**What you need to do**
Every record must be copied exactly.

**Extracted information**
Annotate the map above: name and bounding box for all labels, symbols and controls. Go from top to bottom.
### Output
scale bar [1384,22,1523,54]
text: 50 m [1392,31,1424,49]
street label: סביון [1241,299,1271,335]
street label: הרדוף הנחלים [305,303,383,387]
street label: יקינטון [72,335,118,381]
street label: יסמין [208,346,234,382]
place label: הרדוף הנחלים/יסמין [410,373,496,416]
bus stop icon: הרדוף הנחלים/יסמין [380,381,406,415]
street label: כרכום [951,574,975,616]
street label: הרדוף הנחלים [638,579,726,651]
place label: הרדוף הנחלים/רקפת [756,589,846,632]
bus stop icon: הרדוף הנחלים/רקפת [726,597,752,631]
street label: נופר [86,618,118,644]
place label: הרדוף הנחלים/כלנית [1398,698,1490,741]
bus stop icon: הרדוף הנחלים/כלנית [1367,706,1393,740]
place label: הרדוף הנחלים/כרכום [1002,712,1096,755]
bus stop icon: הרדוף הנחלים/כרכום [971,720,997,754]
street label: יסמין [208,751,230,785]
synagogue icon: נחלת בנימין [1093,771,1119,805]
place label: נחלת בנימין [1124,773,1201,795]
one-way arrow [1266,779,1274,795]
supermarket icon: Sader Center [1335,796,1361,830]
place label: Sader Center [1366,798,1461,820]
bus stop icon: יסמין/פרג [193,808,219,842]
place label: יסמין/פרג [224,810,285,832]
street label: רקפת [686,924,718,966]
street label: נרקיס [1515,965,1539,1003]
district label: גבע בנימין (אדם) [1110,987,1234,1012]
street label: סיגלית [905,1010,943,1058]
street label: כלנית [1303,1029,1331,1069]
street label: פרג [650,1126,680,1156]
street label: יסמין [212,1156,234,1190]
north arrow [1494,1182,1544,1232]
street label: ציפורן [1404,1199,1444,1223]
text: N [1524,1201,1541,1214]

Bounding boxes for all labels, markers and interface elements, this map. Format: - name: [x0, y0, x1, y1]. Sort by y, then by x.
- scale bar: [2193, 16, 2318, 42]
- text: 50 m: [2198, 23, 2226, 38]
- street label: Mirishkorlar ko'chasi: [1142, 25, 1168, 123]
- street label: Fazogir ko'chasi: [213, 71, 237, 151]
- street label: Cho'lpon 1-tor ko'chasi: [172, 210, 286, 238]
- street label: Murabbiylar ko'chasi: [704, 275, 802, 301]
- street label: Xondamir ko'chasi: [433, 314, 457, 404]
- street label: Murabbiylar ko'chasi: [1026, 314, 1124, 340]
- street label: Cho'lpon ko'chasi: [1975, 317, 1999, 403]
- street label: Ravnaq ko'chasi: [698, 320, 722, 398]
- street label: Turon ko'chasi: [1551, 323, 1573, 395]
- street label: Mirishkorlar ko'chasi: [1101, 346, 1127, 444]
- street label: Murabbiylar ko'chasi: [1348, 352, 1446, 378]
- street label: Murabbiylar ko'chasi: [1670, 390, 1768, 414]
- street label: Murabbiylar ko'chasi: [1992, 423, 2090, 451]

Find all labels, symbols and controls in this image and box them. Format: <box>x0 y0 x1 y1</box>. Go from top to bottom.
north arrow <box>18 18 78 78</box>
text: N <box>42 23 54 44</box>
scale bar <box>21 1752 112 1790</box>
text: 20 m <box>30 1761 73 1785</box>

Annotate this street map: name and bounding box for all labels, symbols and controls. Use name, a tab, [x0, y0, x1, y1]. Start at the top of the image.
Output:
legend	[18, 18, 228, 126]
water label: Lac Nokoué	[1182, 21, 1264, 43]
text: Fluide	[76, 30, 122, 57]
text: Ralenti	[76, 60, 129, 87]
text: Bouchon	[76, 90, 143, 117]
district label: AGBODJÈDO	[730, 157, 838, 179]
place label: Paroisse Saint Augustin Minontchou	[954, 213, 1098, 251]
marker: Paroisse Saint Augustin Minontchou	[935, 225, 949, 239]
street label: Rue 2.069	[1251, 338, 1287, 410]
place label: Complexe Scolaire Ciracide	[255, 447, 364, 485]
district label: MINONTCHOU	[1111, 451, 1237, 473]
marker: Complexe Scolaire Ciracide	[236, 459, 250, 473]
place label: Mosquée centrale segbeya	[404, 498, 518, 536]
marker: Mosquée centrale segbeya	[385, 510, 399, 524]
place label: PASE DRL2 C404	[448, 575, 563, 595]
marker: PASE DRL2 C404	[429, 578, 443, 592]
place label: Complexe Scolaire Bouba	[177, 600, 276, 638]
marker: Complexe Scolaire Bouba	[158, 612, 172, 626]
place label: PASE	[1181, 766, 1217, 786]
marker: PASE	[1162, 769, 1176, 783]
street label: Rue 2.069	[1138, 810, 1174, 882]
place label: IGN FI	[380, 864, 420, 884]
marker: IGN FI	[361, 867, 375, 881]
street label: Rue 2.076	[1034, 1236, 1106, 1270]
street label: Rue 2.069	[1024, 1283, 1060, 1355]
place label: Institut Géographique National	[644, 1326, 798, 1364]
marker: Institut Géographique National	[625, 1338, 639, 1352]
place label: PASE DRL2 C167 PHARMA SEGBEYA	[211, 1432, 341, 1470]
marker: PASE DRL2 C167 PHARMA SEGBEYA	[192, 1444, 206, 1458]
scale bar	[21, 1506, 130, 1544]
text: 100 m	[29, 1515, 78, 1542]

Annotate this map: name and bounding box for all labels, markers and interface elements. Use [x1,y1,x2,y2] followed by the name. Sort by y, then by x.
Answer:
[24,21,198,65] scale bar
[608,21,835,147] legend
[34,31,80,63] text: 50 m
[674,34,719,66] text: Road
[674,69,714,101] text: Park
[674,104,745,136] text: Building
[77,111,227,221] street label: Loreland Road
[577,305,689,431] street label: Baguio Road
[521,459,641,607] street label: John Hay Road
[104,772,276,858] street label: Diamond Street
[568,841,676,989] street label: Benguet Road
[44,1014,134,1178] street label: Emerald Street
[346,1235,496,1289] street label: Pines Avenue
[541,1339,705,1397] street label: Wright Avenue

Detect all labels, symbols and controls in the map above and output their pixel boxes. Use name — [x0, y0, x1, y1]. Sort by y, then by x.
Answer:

**Problem solution**
Annotate the map above: name and bounding box for all labels, symbols and controls. Go from top to bottom.
### Output
scale bar [1384,22,1523,54]
text: 50 m [1392,31,1424,49]
street label: סביון [1241,299,1271,335]
street label: הרדוף הנחלים [305,303,383,387]
street label: יקינטון [72,335,118,381]
street label: יסמין [208,346,234,382]
place label: הרדוף הנחלים/יסמין [410,373,496,416]
bus stop icon: הרדוף הנחלים/יסמין [380,381,406,415]
street label: כרכום [951,574,975,616]
street label: הרדוף הנחלים [638,579,726,651]
place label: הרדוף הנחלים/רקפת [756,589,846,632]
bus stop icon: הרדוף הנחלים/רקפת [726,597,752,631]
street label: נופר [86,618,118,644]
place label: הרדוף הנחלים/כלנית [1398,698,1490,741]
bus stop icon: הרדוף הנחלים/כלנית [1367,706,1393,740]
place label: הרדוף הנחלים/כרכום [1002,712,1096,755]
bus stop icon: הרדוף הנחלים/כרכום [971,720,997,754]
street label: יסמין [208,751,230,785]
synagogue icon: נחלת בנימין [1093,771,1119,805]
place label: נחלת בנימין [1124,773,1201,795]
one-way arrow [1266,779,1274,795]
supermarket icon: Sader Center [1335,796,1361,830]
place label: Sader Center [1366,798,1461,820]
bus stop icon: יסמין/פרג [193,808,219,842]
place label: יסמין/פרג [224,810,285,832]
street label: רקפת [686,924,718,966]
street label: נרקיס [1515,965,1539,1003]
district label: גבע בנימין (אדם) [1110,987,1234,1012]
street label: סיגלית [905,1010,943,1058]
street label: כלנית [1303,1029,1331,1069]
street label: פרג [650,1126,680,1156]
street label: יסמין [212,1156,234,1190]
north arrow [1494,1182,1544,1232]
street label: ציפורן [1404,1199,1444,1223]
text: N [1524,1201,1541,1214]

Bounding boxes for all labels, markers and interface elements, this map. Format: - name: [x0, y0, x1, y1]. Sort by y, then by x.
- scale bar: [2193, 16, 2318, 42]
- text: 50 m: [2198, 23, 2226, 38]
- street label: Mirishkorlar ko'chasi: [1142, 25, 1168, 123]
- street label: Fazogir ko'chasi: [213, 71, 237, 151]
- street label: Cho'lpon 1-tor ko'chasi: [172, 210, 286, 238]
- street label: Murabbiylar ko'chasi: [704, 275, 802, 301]
- street label: Xondamir ko'chasi: [433, 314, 457, 404]
- street label: Murabbiylar ko'chasi: [1026, 314, 1124, 340]
- street label: Cho'lpon ko'chasi: [1975, 317, 1999, 403]
- street label: Ravnaq ko'chasi: [698, 320, 722, 398]
- street label: Turon ko'chasi: [1551, 323, 1573, 395]
- street label: Mirishkorlar ko'chasi: [1101, 346, 1127, 444]
- street label: Murabbiylar ko'chasi: [1348, 352, 1446, 378]
- street label: Murabbiylar ko'chasi: [1670, 390, 1768, 414]
- street label: Murabbiylar ko'chasi: [1992, 423, 2090, 451]

Find all labels, symbols and controls in this image and box them. Format: <box>x0 y0 x1 y1</box>. Go from top to bottom.
north arrow <box>18 18 78 78</box>
text: N <box>42 23 54 44</box>
scale bar <box>21 1752 112 1790</box>
text: 20 m <box>30 1761 73 1785</box>

Annotate this street map: name and bounding box for all labels, symbols and controls. Use name, a tab, [x0, y0, x1, y1]. Start at the top of the image.
Output:
legend	[18, 18, 228, 126]
water label: Lac Nokoué	[1182, 21, 1264, 43]
text: Fluide	[76, 30, 122, 57]
text: Ralenti	[76, 60, 129, 87]
text: Bouchon	[76, 90, 143, 117]
district label: AGBODJÈDO	[730, 157, 838, 179]
place label: Paroisse Saint Augustin Minontchou	[954, 213, 1098, 251]
marker: Paroisse Saint Augustin Minontchou	[935, 225, 949, 239]
street label: Rue 2.069	[1251, 338, 1287, 410]
place label: Complexe Scolaire Ciracide	[255, 447, 364, 485]
district label: MINONTCHOU	[1111, 451, 1237, 473]
marker: Complexe Scolaire Ciracide	[236, 459, 250, 473]
place label: Mosquée centrale segbeya	[404, 498, 518, 536]
marker: Mosquée centrale segbeya	[385, 510, 399, 524]
place label: PASE DRL2 C404	[448, 575, 563, 595]
marker: PASE DRL2 C404	[429, 578, 443, 592]
place label: Complexe Scolaire Bouba	[177, 600, 276, 638]
marker: Complexe Scolaire Bouba	[158, 612, 172, 626]
place label: PASE	[1181, 766, 1217, 786]
marker: PASE	[1162, 769, 1176, 783]
street label: Rue 2.069	[1138, 810, 1174, 882]
place label: IGN FI	[380, 864, 420, 884]
marker: IGN FI	[361, 867, 375, 881]
street label: Rue 2.076	[1034, 1236, 1106, 1270]
street label: Rue 2.069	[1024, 1283, 1060, 1355]
place label: Institut Géographique National	[644, 1326, 798, 1364]
marker: Institut Géographique National	[625, 1338, 639, 1352]
place label: PASE DRL2 C167 PHARMA SEGBEYA	[211, 1432, 341, 1470]
marker: PASE DRL2 C167 PHARMA SEGBEYA	[192, 1444, 206, 1458]
scale bar	[21, 1506, 130, 1544]
text: 100 m	[29, 1515, 78, 1542]

Annotate this map: name and bounding box for all labels, markers and interface elements. Use [x1,y1,x2,y2] followed by the name. Sort by y, then by x.
Answer:
[24,21,198,65] scale bar
[608,21,835,147] legend
[34,31,80,63] text: 50 m
[674,34,719,66] text: Road
[674,69,714,101] text: Park
[674,104,745,136] text: Building
[77,111,227,221] street label: Loreland Road
[577,305,689,431] street label: Baguio Road
[521,459,641,607] street label: John Hay Road
[104,772,276,858] street label: Diamond Street
[568,841,676,989] street label: Benguet Road
[44,1014,134,1178] street label: Emerald Street
[346,1235,496,1289] street label: Pines Avenue
[541,1339,705,1397] street label: Wright Avenue

Detect all labels, symbols and controls in the map above and output their pixel boxes. Use name — [x0, y0, x1, y1]. Sort by y, then by x.
Answer:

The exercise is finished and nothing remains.